- **Description of the task**
The whole listing that follows should be printed again, unchanged.

BEGIN

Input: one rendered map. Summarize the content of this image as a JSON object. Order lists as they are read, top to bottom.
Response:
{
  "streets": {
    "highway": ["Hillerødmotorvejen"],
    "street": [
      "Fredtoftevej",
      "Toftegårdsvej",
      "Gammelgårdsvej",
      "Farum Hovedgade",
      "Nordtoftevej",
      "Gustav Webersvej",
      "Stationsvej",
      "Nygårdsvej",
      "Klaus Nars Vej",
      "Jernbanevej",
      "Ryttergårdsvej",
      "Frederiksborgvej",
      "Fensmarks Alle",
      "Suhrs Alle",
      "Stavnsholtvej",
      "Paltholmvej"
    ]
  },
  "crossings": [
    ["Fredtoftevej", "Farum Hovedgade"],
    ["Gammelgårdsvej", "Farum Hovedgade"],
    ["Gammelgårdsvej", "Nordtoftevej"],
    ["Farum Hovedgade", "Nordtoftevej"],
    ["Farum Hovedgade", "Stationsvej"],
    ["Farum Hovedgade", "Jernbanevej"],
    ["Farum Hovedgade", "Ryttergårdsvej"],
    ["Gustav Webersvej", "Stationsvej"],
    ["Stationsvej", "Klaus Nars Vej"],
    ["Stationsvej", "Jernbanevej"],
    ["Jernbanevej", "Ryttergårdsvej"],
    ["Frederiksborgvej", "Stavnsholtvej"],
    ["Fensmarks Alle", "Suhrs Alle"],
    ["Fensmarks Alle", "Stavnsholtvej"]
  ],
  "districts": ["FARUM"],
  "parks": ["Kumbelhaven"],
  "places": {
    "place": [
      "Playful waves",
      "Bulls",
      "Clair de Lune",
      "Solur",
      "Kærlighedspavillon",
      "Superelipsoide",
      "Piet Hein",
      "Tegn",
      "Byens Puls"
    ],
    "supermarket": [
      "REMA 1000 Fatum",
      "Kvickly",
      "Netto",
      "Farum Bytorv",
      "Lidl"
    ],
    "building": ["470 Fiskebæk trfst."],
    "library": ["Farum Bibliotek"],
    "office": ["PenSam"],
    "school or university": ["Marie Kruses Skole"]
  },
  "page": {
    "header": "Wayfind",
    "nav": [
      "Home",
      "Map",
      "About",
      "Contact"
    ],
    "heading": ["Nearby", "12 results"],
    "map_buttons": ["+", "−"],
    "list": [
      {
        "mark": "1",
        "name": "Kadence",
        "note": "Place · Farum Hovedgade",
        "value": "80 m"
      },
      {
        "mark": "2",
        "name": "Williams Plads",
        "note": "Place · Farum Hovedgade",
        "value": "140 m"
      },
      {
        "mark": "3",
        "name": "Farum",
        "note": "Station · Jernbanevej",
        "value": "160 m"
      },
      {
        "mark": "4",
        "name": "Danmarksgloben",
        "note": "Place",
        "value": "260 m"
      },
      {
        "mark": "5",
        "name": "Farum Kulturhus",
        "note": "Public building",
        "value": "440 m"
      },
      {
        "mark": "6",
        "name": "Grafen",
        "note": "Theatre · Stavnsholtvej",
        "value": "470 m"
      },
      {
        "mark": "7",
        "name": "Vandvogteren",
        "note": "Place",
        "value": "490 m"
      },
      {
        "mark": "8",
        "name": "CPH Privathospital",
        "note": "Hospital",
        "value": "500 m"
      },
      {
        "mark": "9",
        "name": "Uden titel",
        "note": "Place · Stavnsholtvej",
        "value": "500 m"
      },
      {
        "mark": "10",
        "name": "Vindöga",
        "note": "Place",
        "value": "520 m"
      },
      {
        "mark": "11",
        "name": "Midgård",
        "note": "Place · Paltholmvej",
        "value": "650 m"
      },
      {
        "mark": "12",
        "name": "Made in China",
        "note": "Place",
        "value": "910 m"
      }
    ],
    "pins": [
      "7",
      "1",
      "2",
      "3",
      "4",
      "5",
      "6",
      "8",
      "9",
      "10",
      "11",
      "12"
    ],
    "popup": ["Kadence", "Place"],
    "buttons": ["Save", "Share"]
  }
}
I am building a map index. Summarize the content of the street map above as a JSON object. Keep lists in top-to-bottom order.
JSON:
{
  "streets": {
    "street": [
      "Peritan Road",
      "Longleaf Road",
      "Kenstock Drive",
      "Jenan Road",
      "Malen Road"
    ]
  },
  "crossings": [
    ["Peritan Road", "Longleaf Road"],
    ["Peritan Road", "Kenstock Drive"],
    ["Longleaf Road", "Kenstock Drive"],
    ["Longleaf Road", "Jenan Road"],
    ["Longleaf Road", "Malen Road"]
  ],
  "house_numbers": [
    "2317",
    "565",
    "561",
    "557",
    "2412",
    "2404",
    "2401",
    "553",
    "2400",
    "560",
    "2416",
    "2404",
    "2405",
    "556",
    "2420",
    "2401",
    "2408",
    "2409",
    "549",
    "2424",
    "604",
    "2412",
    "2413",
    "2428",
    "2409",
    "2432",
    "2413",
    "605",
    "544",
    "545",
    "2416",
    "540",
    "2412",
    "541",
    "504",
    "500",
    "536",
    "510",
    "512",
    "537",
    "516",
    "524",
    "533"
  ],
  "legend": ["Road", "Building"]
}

END

- **Final answer**
Input: one rendered map. Summarize the content of this image as a JSON object. Order lists as they are read, top to bottom.
Response:
{
  "streets": {
    "highway": ["Hillerødmotorvejen"],
    "street": [
      "Fredtoftevej",
      "Toftegårdsvej",
      "Gammelgårdsvej",
      "Farum Hovedgade",
      "Nordtoftevej",
      "Gustav Webersvej",
      "Stationsvej",
      "Nygårdsvej",
      "Klaus Nars Vej",
      "Jernbanevej",
      "Ryttergårdsvej",
      "Frederiksborgvej",
      "Fensmarks Alle",
      "Suhrs Alle",
      "Stavnsholtvej",
      "Paltholmvej"
    ]
  },
  "crossings": [
    ["Fredtoftevej", "Farum Hovedgade"],
    ["Gammelgårdsvej", "Farum Hovedgade"],
    ["Gammelgårdsvej", "Nordtoftevej"],
    ["Farum Hovedgade", "Nordtoftevej"],
    ["Farum Hovedgade", "Stationsvej"],
    ["Farum Hovedgade", "Jernbanevej"],
    ["Farum Hovedgade", "Ryttergårdsvej"],
    ["Gustav Webersvej", "Stationsvej"],
    ["Stationsvej", "Klaus Nars Vej"],
    ["Stationsvej", "Jernbanevej"],
    ["Jernbanevej", "Ryttergårdsvej"],
    ["Frederiksborgvej", "Stavnsholtvej"],
    ["Fensmarks Alle", "Suhrs Alle"],
    ["Fensmarks Alle", "Stavnsholtvej"]
  ],
  "districts": ["FARUM"],
  "parks": ["Kumbelhaven"],
  "places": {
    "place": [
      "Playful waves",
      "Bulls",
      "Clair de Lune",
      "Solur",
      "Kærlighedspavillon",
      "Superelipsoide",
      "Piet Hein",
      "Tegn",
      "Byens Puls"
    ],
    "supermarket": [
      "REMA 1000 Fatum",
      "Kvickly",
      "Netto",
      "Farum Bytorv",
      "Lidl"
    ],
    "building": ["470 Fiskebæk trfst."],
    "library": ["Farum Bibliotek"],
    "office": ["PenSam"],
    "school or university": ["Marie Kruses Skole"]
  },
  "page": {
    "header": "Wayfind",
    "nav": [
      "Home",
      "Map",
      "About",
      "Contact"
    ],
    "heading": ["Nearby", "12 results"],
    "map_buttons": ["+", "−"],
    "list": [
      {
        "mark": "1",
        "name": "Kadence",
        "note": "Place · Farum Hovedgade",
        "value": "80 m"
      },
      {
        "mark": "2",
        "name": "Williams Plads",
        "note": "Place · Farum Hovedgade",
        "value": "140 m"
      },
      {
        "mark": "3",
        "name": "Farum",
        "note": "Station · Jernbanevej",
        "value": "160 m"
      },
      {
        "mark": "4",
        "name": "Danmarksgloben",
        "note": "Place",
        "value": "260 m"
      },
      {
        "mark": "5",
        "name": "Farum Kulturhus",
        "note": "Public building",
        "value": "440 m"
      },
      {
        "mark": "6",
        "name": "Grafen",
        "note": "Theatre · Stavnsholtvej",
        "value": "470 m"
      },
      {
        "mark": "7",
        "name": "Vandvogteren",
        "note": "Place",
        "value": "490 m"
      },
      {
        "mark": "8",
        "name": "CPH Privathospital",
        "note": "Hospital",
        "value": "500 m"
      },
      {
        "mark": "9",
        "name": "Uden titel",
        "note": "Place · Stavnsholtvej",
        "value": "500 m"
      },
      {
        "mark": "10",
        "name": "Vindöga",
        "note": "Place",
        "value": "520 m"
      },
      {
        "mark": "11",
        "name": "Midgård",
        "note": "Place · Paltholmvej",
        "value": "650 m"
      },
      {
        "mark": "12",
        "name": "Made in China",
        "note": "Place",
        "value": "910 m"
      }
    ],
    "pins": [
      "7",
      "1",
      "2",
      "3",
      "4",
      "5",
      "6",
      "8",
      "9",
      "10",
      "11",
      "12"
    ],
    "popup": ["Kadence", "Place"],
    "buttons": ["Save", "Share"]
  }
}
I am building a map index. Summarize the content of the street map above as a JSON object. Keep lists in top-to-bottom order.
JSON:
{
  "streets": {
    "street": [
      "Peritan Road",
      "Longleaf Road",
      "Kenstock Drive",
      "Jenan Road",
      "Malen Road"
    ]
  },
  "crossings": [
    ["Peritan Road", "Longleaf Road"],
    ["Peritan Road", "Kenstock Drive"],
    ["Longleaf Road", "Kenstock Drive"],
    ["Longleaf Road", "Jenan Road"],
    ["Longleaf Road", "Malen Road"]
  ],
  "house_numbers": [
    "2317",
    "565",
    "561",
    "557",
    "2412",
    "2404",
    "2401",
    "553",
    "2400",
    "560",
    "2416",
    "2404",
    "2405",
    "556",
    "2420",
    "2401",
    "2408",
    "2409",
    "549",
    "2424",
    "604",
    "2412",
    "2413",
    "2428",
    "2409",
    "2432",
    "2413",
    "605",
    "544",
    "545",
    "2416",
    "540",
    "2412",
    "541",
    "504",
    "500",
    "536",
    "510",
    "512",
    "537",
    "516",
    "524",
    "533"
  ],
  "legend": ["Road", "Building"]
}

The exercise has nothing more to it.